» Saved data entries
———
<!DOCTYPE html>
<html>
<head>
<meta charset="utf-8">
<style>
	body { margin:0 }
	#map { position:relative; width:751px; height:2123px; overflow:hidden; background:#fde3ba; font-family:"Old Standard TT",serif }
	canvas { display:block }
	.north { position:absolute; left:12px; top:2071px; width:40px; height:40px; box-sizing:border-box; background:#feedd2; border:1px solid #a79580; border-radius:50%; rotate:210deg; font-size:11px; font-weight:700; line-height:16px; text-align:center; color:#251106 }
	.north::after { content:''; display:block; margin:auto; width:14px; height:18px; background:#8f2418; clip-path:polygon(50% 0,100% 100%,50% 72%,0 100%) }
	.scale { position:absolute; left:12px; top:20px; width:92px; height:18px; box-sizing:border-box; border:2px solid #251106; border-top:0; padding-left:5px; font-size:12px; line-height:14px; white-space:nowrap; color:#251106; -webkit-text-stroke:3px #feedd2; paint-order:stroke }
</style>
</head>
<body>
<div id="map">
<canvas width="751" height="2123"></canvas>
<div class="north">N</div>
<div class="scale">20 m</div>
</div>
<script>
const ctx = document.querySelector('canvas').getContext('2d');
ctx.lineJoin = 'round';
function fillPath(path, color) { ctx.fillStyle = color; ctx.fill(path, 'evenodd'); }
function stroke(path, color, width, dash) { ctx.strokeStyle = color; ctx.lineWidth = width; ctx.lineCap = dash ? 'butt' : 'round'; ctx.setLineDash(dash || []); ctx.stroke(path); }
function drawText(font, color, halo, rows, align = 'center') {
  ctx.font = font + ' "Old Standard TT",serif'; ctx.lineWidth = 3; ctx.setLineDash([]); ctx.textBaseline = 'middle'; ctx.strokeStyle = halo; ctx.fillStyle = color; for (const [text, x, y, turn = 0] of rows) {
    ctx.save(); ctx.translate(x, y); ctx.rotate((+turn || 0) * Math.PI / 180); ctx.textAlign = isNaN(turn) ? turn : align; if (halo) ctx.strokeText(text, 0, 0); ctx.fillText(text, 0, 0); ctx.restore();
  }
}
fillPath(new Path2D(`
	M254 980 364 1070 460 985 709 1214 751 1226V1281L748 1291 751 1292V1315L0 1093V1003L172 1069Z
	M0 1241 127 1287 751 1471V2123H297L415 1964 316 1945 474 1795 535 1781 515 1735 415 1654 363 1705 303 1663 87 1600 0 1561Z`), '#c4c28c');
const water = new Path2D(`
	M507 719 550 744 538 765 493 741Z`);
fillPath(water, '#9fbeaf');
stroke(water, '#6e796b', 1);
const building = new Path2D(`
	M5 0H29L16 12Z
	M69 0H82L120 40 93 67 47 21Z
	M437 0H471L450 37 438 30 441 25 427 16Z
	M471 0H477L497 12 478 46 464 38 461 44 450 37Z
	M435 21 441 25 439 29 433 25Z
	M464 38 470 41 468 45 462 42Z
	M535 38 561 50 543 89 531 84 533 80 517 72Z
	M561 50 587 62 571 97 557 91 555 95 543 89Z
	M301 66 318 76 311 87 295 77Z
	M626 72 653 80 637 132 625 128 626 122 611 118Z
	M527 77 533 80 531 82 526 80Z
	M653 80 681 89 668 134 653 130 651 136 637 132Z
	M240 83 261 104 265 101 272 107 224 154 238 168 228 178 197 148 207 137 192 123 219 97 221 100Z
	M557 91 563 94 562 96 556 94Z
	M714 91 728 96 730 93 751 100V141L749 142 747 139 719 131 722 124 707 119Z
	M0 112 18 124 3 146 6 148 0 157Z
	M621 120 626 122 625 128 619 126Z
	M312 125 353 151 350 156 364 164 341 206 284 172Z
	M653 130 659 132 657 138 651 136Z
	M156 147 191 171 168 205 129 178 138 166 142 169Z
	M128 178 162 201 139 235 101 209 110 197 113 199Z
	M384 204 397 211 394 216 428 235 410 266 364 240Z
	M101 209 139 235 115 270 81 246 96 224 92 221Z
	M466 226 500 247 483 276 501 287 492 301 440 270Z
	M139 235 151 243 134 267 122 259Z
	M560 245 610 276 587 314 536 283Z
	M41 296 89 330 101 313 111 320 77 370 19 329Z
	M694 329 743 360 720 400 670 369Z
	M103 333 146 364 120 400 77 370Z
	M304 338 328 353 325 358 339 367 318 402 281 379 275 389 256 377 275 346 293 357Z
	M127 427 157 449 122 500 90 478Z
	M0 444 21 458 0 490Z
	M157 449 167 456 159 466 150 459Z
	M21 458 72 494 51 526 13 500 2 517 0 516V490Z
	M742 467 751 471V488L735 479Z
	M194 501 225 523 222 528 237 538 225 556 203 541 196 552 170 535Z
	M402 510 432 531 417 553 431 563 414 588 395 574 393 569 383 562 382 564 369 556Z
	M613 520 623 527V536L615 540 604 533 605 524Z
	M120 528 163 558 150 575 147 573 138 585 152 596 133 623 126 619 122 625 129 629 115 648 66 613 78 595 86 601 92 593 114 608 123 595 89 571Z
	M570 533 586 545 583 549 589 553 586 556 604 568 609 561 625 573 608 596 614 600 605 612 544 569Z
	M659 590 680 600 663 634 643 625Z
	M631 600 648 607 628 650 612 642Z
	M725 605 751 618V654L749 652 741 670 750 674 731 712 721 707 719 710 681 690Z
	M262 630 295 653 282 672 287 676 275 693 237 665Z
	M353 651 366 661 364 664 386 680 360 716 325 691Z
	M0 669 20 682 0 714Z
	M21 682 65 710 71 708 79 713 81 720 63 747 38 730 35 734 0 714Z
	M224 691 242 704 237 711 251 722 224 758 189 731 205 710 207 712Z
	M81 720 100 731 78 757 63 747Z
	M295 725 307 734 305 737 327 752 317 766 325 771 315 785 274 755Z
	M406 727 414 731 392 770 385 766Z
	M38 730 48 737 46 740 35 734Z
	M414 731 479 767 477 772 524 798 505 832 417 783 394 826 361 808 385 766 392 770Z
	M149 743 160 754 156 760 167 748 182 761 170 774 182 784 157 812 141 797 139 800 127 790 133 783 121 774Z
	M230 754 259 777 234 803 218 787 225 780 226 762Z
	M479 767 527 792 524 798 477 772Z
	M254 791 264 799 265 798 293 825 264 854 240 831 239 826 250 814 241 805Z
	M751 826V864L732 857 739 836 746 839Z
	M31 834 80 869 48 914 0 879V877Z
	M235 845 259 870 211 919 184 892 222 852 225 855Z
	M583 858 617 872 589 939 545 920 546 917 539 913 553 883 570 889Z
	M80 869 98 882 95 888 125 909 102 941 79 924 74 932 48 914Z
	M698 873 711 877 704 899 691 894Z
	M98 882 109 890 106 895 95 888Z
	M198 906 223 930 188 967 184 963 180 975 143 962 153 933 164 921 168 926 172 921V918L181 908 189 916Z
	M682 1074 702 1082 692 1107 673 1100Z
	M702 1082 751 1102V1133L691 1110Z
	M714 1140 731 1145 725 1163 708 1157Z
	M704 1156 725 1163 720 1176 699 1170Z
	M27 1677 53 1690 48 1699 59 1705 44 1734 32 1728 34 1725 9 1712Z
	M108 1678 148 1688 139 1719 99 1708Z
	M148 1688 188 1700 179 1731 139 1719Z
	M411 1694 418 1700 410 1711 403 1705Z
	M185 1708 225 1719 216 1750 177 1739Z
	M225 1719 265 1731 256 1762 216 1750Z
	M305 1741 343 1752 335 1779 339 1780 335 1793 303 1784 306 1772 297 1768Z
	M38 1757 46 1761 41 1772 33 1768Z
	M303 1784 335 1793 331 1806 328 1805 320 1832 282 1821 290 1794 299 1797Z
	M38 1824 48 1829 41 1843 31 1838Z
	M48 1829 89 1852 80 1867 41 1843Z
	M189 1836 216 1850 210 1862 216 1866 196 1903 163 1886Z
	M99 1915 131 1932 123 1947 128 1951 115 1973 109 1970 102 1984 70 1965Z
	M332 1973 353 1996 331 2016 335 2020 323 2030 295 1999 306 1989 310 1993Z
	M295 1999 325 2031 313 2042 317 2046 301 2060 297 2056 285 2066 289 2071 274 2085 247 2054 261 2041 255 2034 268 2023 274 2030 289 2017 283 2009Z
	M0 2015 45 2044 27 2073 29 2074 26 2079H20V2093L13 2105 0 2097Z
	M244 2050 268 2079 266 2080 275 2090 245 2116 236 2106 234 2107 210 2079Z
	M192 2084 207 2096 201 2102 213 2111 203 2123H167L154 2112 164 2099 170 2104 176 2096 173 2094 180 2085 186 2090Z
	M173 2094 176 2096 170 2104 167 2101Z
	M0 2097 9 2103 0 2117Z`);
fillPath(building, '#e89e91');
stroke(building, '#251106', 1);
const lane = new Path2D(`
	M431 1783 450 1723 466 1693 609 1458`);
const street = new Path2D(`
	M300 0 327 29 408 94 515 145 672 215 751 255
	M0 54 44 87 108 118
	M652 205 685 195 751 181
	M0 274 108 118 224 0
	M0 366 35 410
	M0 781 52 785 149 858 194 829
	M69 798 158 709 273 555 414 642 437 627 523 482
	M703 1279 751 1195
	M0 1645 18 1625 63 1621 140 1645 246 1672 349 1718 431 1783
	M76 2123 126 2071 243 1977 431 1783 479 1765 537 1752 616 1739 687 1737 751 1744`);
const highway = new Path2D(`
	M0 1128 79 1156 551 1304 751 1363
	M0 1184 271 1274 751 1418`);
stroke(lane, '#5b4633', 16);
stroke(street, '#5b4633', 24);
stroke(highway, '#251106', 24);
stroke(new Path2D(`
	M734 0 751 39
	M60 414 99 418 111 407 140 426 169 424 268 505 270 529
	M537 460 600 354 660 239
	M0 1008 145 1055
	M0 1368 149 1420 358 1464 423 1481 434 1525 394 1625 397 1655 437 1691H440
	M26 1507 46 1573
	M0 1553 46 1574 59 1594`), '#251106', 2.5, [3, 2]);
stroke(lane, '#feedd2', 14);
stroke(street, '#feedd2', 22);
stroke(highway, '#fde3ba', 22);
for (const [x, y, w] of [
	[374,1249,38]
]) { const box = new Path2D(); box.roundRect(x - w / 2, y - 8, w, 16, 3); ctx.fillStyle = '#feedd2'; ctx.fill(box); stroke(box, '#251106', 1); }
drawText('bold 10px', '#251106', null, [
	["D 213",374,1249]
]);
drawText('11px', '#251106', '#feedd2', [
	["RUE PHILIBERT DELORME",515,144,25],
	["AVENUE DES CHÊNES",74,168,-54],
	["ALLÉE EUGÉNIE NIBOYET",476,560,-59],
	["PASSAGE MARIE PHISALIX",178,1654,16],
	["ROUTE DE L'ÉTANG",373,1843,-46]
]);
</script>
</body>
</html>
———
» HOW TO COMPLETE THIS TASK
Where the word "strokeStyle" appears in a line of the entries, copy that line.

» SOLUTION TO THE PROBLEM
function stroke(path, color, width, dash) { ctx.strokeStyle = color; ctx.lineWidth = width; ctx.lineCap = dash ? 'butt' : 'round'; ctx.setLineDash(dash || []); ctx.stroke(path); }
  ctx.font = font + ' "Old Standard TT",serif'; ctx.lineWidth = 3; ctx.setLineDash([]); ctx.textBaseline = 'middle'; ctx.strokeStyle = halo; ctx.fillStyle = color; for (const [text, x, y, turn = 0] of rows) {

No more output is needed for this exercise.